They often look at PPC click costs to estimate buyer intent because they lack a meaningful framework. This approach is flawed because cost-per-click only tells you what advertisers are willing to pay. It doesn’t tell you how likely customer is to convert.

I say this as a reformed content marketer. It wasn’t until I worked with early-stage startups that I realized product marketing with content marketing was a more efficient path.

Wanna learn the product marketing playbook I used to help Decibite double (+127%) their annualized revenue in 6 months? Then keep reading…

To understand the principles of product marketing playbook, we need to take a lesson from two of my favorite copywriters:

  1. Rosser Reeves, who taught me the importance of creating a unique sales proposition (USP).
  2. Eugene Schwartz, who taught me a framework to figure out what keywords will generate sales sooner.

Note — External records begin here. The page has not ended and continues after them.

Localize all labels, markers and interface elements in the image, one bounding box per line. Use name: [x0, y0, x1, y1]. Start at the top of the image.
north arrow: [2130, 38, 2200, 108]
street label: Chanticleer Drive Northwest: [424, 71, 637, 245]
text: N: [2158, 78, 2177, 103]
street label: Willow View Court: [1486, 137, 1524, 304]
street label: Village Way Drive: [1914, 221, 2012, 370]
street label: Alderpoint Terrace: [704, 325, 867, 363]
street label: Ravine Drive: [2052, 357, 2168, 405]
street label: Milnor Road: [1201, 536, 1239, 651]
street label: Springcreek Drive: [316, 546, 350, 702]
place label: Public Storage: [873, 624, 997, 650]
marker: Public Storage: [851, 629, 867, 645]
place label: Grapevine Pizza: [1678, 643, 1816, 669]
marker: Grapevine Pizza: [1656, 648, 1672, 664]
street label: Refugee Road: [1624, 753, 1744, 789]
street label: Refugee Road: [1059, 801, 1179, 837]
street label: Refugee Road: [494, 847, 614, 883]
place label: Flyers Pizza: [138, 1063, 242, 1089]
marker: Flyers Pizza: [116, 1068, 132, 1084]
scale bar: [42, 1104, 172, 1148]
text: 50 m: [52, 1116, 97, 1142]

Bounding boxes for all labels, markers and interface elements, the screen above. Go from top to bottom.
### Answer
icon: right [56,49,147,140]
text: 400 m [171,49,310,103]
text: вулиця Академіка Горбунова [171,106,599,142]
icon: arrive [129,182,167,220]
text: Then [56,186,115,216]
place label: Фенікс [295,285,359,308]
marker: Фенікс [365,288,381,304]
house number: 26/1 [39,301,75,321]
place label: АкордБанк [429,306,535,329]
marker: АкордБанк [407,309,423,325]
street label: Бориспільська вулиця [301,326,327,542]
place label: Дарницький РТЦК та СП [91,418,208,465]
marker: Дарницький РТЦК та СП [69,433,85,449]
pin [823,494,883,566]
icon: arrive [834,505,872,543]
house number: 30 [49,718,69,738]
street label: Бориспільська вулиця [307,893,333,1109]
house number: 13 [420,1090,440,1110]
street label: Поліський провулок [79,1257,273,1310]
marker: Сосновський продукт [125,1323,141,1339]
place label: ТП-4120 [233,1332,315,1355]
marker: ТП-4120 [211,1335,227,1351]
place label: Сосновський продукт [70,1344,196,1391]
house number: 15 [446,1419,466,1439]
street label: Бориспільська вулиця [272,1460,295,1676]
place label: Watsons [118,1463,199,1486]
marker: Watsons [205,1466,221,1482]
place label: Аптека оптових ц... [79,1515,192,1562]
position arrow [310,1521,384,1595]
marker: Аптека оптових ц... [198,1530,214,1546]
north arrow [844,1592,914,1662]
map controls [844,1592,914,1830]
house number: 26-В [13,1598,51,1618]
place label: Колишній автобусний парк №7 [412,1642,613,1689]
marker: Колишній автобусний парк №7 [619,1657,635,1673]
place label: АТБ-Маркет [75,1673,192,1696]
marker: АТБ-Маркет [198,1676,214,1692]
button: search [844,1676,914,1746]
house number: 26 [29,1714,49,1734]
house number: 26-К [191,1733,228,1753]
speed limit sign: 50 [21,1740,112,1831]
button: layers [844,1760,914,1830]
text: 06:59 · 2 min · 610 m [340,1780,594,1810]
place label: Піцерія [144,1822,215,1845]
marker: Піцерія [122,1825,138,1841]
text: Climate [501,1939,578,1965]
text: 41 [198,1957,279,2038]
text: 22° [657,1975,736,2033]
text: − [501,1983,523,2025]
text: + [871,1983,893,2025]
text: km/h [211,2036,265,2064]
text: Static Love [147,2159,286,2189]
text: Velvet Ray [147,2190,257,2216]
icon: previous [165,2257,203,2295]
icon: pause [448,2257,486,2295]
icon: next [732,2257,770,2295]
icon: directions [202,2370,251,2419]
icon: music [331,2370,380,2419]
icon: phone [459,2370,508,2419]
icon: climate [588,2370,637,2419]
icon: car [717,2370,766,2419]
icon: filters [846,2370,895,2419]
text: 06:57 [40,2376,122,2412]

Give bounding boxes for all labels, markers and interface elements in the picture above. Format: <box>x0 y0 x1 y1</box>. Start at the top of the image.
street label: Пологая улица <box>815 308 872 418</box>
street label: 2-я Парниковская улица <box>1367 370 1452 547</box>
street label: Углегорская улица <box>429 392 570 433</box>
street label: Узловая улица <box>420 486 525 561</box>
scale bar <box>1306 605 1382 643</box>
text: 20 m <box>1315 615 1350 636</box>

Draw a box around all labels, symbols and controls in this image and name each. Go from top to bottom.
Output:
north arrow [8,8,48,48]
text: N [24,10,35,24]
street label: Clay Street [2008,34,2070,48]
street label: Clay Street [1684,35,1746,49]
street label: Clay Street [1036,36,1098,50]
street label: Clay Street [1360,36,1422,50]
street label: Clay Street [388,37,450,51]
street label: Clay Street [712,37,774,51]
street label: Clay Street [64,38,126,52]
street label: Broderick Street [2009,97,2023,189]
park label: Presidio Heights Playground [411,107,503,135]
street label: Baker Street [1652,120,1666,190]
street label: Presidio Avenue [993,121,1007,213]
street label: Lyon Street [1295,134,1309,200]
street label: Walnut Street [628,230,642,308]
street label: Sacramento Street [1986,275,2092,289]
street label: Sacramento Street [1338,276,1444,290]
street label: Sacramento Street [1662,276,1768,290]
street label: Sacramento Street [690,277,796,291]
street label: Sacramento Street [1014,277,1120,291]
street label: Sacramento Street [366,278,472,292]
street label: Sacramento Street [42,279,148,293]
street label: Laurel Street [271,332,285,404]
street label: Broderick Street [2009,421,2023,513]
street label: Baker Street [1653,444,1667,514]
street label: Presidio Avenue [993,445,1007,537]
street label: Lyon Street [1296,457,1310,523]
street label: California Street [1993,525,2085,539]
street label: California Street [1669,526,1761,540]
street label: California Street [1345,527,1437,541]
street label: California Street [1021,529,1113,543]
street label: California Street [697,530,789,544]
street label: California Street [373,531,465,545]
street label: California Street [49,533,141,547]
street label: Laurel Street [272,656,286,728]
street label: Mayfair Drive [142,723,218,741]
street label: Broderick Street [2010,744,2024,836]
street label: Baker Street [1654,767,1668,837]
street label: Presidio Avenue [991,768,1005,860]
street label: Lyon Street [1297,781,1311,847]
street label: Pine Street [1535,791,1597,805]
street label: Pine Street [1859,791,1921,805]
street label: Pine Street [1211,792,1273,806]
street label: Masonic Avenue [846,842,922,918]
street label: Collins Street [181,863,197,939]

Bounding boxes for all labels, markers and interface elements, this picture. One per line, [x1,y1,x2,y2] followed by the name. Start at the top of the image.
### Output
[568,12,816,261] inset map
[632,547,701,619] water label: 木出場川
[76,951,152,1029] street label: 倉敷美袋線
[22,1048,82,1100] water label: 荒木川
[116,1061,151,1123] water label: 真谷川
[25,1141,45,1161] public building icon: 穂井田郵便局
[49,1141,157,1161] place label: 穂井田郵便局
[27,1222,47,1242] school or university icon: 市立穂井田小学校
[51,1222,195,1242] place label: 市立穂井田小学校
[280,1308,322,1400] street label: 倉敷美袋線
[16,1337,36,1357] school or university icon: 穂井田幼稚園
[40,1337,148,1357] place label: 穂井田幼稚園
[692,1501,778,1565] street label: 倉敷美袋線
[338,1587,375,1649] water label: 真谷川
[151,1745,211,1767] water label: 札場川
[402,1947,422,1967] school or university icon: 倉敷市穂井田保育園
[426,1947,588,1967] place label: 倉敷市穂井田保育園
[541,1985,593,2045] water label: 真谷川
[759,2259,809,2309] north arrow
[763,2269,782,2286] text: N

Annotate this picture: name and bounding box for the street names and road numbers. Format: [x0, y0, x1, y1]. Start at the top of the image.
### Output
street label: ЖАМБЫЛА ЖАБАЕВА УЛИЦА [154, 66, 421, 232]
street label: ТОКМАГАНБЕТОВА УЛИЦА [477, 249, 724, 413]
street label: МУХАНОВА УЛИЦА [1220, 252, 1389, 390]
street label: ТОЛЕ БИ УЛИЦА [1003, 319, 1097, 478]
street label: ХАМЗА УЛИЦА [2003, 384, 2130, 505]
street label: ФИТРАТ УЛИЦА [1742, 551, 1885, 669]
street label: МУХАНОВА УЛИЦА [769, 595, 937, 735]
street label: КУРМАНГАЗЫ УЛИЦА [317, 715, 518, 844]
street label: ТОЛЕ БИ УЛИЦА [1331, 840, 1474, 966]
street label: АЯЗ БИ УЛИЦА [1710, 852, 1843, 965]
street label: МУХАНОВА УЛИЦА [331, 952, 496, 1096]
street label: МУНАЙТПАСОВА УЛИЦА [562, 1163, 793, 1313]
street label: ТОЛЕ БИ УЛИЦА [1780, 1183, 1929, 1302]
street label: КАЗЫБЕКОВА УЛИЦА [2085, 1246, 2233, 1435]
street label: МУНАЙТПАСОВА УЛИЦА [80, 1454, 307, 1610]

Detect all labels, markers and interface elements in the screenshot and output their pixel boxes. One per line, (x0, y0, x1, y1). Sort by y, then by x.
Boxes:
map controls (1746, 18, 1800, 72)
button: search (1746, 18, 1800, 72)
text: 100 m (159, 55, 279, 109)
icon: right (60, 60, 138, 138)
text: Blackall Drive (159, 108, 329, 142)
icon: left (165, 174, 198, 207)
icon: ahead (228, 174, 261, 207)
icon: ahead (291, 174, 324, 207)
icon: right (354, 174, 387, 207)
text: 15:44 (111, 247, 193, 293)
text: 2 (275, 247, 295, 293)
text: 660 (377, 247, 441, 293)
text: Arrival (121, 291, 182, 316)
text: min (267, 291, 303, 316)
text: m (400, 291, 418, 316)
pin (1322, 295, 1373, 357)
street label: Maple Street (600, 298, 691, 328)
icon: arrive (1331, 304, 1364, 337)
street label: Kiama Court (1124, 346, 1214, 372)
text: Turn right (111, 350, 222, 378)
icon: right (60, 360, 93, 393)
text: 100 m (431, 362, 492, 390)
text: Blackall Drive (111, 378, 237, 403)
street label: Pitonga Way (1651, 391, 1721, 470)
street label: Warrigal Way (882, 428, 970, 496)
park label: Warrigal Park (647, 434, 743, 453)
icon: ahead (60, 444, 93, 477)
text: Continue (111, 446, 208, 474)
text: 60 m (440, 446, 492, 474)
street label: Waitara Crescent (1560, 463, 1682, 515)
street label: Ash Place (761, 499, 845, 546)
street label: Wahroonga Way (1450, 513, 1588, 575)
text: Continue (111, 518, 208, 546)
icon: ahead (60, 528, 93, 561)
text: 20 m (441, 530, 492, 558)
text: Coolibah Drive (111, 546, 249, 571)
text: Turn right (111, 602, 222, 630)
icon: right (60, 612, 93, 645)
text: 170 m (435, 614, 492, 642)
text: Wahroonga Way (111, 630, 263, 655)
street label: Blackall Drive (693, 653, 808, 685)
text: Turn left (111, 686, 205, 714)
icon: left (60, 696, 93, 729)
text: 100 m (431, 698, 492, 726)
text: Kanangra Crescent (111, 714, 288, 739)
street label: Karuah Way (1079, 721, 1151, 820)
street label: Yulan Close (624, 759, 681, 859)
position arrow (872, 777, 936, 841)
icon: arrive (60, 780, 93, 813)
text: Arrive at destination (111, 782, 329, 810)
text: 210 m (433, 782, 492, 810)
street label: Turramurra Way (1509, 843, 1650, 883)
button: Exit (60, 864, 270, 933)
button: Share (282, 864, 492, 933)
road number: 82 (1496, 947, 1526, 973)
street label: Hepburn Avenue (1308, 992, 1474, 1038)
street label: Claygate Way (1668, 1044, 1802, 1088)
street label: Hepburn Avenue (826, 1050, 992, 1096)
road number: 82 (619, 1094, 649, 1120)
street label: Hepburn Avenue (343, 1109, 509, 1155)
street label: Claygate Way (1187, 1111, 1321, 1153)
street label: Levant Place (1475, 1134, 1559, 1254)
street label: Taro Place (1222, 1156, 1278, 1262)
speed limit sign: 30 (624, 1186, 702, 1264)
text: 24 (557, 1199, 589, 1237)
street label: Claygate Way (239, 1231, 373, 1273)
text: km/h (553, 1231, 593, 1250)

This framework also helped me to learn how the USP should improve the content strategy.

How Rosser Reeves taught me the importance of turning a weak-’n’-flabby value prop into a jacked unique sales proposition (USP)

Quiz time!

Which value prop do you think made Decibite more money?

Homepage value prop #1… Hosting with the Mosting: Managed Hosting

Or homepage value prop #2… Fast Web Hosting for Non-Technical Entrepreneurs, Founders, and Bloggers. Get 15% or faster web hosting by switching to Decibite, guaranteed.

If you guessed #2, then you’re a winner, winner, chicken dinner! 

Decibite needed a strong, unique selling proposition before improving sales. (Or USP for short.)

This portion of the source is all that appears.